[RAW DATA]
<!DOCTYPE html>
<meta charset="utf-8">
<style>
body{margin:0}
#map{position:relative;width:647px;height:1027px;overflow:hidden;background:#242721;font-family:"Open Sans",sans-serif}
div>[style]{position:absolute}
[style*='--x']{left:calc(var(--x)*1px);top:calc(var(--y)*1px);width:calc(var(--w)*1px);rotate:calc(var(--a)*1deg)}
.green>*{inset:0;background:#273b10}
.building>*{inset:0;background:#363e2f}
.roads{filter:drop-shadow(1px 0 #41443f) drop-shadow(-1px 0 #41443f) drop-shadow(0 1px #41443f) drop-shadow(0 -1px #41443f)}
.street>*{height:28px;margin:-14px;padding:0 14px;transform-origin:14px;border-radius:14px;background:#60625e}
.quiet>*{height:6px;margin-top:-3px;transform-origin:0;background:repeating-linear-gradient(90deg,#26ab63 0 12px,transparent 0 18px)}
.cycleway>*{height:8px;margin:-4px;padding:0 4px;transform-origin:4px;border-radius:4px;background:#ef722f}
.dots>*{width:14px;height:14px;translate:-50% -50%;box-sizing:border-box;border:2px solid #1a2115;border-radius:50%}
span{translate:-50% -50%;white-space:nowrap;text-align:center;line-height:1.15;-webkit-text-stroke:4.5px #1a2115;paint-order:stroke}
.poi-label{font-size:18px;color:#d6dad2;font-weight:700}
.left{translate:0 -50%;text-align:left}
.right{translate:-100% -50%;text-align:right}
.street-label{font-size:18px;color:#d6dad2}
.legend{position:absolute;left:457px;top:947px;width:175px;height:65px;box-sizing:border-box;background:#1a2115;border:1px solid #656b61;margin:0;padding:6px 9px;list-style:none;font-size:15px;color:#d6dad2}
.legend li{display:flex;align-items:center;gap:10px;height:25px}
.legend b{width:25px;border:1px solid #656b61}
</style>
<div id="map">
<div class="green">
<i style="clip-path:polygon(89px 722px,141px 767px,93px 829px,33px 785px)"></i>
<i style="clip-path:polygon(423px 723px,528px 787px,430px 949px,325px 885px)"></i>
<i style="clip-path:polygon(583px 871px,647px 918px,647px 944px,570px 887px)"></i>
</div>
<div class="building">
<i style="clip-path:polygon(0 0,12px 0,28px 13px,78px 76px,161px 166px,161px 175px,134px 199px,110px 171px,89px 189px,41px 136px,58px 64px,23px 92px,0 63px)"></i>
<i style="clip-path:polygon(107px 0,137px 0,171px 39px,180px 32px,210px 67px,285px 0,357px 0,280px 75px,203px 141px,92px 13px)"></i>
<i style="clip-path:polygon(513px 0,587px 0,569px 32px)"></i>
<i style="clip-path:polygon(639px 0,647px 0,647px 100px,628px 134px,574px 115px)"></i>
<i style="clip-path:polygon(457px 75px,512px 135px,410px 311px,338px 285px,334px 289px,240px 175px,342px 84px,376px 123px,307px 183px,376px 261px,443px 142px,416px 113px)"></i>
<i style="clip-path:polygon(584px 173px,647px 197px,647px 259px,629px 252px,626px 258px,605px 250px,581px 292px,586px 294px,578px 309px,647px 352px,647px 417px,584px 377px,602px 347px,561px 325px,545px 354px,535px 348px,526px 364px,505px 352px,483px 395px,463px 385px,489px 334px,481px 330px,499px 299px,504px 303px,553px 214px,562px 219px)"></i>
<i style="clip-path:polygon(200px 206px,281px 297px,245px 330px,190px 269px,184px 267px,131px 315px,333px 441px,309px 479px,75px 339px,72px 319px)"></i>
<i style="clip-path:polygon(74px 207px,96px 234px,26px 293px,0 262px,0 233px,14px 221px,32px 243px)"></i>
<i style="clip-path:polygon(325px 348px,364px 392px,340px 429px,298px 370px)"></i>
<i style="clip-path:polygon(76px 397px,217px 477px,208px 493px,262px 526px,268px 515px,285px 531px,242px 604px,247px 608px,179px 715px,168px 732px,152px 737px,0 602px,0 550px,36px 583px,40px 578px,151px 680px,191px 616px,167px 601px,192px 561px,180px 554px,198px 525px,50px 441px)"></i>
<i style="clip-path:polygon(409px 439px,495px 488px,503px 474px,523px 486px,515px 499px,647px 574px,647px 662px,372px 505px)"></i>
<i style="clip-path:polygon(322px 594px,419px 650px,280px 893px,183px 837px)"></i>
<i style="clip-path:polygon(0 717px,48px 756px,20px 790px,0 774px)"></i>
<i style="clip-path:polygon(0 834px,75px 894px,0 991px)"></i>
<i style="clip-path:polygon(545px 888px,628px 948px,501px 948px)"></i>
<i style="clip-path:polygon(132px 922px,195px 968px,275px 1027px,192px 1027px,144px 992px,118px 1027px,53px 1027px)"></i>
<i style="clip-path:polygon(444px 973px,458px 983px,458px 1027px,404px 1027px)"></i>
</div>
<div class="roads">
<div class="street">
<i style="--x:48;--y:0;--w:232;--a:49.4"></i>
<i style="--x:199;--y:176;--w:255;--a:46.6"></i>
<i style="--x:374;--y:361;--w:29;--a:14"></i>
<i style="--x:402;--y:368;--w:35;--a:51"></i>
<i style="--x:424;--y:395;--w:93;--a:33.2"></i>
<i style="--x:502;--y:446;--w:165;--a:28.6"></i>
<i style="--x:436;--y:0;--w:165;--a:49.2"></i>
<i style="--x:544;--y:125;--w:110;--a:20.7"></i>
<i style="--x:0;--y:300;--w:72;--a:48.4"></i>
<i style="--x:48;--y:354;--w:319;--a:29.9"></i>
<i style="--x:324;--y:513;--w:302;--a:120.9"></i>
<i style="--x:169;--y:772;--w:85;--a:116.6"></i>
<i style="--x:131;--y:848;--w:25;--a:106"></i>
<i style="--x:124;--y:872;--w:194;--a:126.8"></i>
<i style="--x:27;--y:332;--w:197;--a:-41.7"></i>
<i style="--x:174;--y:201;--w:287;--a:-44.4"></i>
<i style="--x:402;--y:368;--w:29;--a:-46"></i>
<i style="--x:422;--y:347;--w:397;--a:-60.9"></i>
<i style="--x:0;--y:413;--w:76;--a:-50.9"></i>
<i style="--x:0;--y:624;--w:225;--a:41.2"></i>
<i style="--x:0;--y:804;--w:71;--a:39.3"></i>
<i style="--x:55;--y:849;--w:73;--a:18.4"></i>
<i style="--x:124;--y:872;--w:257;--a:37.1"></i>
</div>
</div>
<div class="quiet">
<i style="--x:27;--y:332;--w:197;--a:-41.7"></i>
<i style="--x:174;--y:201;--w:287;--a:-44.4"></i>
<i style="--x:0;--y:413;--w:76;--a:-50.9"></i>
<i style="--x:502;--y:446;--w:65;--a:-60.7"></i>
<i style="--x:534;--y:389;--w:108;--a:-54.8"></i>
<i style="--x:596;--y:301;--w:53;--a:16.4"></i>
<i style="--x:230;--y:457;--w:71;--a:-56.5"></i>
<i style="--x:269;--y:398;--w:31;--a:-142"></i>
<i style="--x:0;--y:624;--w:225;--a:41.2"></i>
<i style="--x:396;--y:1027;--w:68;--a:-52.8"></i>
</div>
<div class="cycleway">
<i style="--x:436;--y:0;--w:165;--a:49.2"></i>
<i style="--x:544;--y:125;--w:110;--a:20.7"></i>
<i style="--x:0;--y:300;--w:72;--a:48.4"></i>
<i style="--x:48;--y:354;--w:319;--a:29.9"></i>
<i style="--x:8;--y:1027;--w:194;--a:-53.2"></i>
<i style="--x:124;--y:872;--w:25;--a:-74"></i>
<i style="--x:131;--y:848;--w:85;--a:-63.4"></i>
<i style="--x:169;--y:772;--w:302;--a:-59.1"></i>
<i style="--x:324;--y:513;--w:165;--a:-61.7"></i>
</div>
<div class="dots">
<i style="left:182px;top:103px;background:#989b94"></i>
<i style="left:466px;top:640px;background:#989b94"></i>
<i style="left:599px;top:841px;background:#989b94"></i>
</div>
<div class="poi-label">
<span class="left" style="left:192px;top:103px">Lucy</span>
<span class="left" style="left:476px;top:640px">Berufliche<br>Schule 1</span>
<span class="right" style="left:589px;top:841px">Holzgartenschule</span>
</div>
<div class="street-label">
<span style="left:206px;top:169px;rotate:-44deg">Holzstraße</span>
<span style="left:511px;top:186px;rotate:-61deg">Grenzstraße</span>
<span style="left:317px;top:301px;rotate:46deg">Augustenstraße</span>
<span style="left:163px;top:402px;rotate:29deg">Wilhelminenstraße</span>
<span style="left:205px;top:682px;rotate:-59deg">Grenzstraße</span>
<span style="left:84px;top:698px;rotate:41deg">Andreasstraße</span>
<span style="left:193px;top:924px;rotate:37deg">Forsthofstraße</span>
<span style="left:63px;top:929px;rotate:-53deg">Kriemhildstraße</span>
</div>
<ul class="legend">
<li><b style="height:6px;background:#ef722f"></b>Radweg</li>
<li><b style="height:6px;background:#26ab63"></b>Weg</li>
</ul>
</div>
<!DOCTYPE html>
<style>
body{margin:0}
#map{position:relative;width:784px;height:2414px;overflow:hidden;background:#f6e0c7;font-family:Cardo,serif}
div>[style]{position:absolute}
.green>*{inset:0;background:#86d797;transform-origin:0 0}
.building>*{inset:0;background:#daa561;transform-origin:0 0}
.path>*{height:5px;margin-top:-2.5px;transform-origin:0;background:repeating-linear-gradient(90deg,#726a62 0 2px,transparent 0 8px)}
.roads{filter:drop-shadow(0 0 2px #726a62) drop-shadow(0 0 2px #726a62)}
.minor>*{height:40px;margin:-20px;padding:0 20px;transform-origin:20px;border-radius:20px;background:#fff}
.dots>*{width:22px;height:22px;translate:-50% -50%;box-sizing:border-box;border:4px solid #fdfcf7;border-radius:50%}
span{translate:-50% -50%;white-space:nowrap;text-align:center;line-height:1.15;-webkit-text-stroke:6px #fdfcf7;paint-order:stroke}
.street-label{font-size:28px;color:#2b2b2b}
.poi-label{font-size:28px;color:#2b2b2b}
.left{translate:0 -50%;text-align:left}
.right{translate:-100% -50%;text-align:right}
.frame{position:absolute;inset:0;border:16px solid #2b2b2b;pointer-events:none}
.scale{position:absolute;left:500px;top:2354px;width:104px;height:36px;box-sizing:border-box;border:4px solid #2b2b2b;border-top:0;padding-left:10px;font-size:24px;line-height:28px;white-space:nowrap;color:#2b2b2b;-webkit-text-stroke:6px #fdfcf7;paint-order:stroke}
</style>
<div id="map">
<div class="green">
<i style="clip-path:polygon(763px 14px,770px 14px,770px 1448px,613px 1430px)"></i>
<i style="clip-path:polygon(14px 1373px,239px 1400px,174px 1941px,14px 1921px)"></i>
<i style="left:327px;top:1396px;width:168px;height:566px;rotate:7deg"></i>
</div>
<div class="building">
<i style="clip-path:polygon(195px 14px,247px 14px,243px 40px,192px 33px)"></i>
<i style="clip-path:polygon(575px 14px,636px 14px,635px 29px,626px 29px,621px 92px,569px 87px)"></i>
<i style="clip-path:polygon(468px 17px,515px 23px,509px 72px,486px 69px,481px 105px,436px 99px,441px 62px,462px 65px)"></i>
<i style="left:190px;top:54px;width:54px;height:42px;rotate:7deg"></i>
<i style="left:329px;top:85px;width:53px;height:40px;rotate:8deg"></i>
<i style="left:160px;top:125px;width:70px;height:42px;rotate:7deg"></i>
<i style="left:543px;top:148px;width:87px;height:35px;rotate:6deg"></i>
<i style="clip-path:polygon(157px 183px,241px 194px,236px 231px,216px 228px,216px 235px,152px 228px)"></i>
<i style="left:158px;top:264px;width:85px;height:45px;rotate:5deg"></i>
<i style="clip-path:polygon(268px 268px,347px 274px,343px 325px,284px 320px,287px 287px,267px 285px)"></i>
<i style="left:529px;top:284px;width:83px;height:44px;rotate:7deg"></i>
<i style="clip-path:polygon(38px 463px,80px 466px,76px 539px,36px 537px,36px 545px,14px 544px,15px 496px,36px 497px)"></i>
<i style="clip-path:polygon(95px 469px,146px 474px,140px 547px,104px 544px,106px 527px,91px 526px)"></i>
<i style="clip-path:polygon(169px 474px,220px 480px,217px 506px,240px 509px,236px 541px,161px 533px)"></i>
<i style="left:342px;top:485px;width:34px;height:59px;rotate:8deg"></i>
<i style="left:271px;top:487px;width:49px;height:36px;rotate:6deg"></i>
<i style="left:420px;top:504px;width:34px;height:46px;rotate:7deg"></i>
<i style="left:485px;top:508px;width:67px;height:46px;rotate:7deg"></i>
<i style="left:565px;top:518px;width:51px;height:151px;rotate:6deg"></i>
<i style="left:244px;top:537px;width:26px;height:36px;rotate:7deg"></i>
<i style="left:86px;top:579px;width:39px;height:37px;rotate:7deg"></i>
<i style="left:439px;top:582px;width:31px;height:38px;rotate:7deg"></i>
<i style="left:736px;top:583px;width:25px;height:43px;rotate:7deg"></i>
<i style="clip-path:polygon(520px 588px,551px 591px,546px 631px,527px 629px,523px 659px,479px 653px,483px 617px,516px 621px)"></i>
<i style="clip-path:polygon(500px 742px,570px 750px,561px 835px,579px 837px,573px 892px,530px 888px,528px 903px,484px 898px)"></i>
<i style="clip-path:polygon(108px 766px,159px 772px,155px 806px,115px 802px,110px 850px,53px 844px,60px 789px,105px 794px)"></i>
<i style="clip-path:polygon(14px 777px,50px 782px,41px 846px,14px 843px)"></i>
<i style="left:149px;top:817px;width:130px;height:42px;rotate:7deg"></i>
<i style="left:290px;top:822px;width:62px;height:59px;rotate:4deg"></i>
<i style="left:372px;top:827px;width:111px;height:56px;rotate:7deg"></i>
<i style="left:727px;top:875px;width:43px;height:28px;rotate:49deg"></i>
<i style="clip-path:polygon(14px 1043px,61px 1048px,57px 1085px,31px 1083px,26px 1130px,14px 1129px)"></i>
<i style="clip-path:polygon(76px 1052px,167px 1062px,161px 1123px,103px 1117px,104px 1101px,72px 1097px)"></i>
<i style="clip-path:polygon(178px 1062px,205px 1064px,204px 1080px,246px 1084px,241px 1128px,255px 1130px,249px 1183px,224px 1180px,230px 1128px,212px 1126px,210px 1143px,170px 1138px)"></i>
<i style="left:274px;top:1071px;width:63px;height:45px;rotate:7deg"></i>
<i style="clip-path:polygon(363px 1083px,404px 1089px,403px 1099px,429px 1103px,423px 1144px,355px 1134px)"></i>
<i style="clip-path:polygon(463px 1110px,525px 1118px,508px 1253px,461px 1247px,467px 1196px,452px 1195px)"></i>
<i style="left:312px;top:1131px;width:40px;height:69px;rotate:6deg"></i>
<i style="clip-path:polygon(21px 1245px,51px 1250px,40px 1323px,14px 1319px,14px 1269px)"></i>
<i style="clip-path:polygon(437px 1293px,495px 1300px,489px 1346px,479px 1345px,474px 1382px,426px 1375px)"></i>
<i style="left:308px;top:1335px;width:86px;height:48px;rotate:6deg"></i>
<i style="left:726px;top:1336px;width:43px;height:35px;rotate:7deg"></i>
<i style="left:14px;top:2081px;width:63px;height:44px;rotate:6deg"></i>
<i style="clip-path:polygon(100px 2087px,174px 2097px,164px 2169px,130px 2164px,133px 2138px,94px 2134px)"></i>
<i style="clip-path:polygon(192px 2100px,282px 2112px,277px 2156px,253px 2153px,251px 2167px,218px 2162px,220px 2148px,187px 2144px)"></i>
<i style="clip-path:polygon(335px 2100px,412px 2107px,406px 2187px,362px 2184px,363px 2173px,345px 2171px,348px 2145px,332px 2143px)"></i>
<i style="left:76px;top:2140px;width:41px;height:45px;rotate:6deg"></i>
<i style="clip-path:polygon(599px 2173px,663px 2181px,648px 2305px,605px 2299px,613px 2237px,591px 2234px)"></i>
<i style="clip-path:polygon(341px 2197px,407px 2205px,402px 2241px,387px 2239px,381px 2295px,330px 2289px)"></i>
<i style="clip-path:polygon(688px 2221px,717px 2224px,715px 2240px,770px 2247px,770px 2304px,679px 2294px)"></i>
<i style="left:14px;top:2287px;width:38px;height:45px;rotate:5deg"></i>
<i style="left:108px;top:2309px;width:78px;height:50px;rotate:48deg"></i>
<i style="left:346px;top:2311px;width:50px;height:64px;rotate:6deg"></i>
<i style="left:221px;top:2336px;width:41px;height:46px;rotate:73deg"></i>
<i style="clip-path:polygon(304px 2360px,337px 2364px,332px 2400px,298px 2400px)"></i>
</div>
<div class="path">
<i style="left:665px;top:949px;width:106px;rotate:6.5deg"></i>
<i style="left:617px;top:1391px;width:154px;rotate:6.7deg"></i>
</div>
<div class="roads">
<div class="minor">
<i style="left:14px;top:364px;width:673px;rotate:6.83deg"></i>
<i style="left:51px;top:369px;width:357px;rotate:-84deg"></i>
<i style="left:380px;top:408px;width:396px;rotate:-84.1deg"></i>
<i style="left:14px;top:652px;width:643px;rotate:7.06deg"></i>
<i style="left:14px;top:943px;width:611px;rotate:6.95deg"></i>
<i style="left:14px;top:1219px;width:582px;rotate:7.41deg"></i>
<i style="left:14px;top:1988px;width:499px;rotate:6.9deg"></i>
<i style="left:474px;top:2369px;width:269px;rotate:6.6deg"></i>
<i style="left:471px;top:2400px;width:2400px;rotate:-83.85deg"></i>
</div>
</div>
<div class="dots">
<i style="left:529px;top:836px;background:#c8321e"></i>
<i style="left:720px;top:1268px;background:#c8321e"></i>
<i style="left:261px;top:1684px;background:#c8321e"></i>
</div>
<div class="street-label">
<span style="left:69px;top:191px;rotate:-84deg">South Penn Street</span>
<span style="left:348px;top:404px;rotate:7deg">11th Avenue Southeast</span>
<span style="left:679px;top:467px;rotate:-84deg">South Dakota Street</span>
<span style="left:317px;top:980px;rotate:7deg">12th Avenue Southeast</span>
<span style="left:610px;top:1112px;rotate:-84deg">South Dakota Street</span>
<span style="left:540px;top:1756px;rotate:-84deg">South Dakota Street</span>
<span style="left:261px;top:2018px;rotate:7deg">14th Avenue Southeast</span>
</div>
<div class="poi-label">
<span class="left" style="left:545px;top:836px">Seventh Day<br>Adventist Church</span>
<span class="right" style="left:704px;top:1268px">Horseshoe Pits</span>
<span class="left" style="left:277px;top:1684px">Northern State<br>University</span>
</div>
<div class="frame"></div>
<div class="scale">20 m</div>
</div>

[HOW TO COMPLETE THIS TASK]
Each line of the material above that holds "overflow" counts once; give the total and nothing else.

[COMPLETED EXERCISE]
2